Financial instruments
Financial assets and financial liabilities are recognised in the Group's balance sheet when the Group becomes a party to the contractual provisions of the instrument.
Financial assets
Investments are recognised and derecognised on a trade date where the purchase or sale of an investment is under a contract whose terms require delivery of the investment within the timeframe established by the market concerned, and are initially measured at fair value, plus transaction costs, except for those financial assets classified as at fair value through profit or loss, which are initially measured at fair value.

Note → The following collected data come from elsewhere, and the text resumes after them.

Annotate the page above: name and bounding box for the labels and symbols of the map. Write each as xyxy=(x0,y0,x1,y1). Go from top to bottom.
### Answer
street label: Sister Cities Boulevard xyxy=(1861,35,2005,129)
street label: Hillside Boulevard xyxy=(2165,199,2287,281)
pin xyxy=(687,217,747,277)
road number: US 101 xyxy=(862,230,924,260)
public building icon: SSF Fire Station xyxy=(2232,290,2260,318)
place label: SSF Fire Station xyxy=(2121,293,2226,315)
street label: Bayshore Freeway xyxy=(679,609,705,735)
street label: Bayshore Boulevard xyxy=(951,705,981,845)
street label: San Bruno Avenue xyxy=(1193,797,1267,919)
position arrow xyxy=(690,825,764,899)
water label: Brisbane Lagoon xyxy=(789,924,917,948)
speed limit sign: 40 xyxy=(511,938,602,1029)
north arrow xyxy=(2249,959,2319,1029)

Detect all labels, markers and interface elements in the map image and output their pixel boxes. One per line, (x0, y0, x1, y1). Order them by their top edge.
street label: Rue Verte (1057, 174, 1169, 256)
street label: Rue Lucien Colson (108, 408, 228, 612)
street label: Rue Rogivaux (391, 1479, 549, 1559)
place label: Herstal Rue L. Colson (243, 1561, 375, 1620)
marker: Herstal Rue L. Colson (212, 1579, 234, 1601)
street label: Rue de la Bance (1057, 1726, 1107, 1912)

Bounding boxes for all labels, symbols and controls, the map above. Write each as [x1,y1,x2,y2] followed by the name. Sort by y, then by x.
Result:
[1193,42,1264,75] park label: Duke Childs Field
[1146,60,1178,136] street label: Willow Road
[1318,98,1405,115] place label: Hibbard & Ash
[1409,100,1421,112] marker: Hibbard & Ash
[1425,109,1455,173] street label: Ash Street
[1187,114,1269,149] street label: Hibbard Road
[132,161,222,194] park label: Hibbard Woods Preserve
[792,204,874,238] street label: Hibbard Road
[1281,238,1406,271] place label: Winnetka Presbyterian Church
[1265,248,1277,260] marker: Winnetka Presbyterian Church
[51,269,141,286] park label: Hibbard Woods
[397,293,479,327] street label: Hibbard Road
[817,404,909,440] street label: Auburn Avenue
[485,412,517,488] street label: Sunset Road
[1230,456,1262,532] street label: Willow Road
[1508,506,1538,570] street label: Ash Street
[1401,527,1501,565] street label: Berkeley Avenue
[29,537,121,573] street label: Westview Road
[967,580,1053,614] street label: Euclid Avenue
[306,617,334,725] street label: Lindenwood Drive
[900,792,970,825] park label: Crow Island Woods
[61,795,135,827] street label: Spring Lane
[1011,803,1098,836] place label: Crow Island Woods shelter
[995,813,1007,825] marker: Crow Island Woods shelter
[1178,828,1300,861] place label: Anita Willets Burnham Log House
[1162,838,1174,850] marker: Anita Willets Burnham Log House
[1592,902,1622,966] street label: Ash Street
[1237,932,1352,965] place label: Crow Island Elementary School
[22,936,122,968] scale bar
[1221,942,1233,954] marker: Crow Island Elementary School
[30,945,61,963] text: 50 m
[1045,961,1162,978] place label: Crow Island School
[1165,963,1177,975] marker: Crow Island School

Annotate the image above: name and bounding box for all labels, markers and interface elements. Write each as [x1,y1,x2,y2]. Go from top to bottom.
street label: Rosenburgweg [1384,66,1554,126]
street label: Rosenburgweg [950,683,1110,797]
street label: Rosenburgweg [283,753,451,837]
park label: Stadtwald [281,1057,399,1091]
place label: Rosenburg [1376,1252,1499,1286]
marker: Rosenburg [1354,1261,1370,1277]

The Group has only two classes of financial assets being cash and cash equivalents and loans and receivables.
Loans and receivables
Trade receivables, loans and other receivables that have fixed or determinable payments that are not quoted in an active market are classified as loans and receivables. All the group's loans and receivables are short-term receivables and no interest is accounted for on these balances.
Cash and cash equivalents
Cash and cash equivalents comprise cash on hand and demand deposits, and other short-term highly liquid investments that are readily convertible to a known amount of cash and are subject to an insignificant risk of changes in value.
Share-based payments
The Group has applied the requirements of IFRS 2 Share-based Payment. In accordance with the transitional provisions, IFRS 2 has been applied to all grants of equity instruments after 7 November 2002 that were unvested at 1 January 2005.
The group issues equity-settled share-based payments to certain employees. Equity-settled share-based payments are measured at fair value (excluding the effect of non market-based vesting conditions) at the date of grant. The fair value determined at the grant date of the equity settled share-based payments is expensed on a straight-line basis over the vesting period, based on the group's estimate of shares that will eventually vest and adjusted for the effect of non market-based vesting conditions.
Fair value is measured by use of the Black Scholes model. The expected life used in the model has been adjusted, based on management's best estimate, for the effects of non-transferability, exercise restrictions, and behavioural considerations.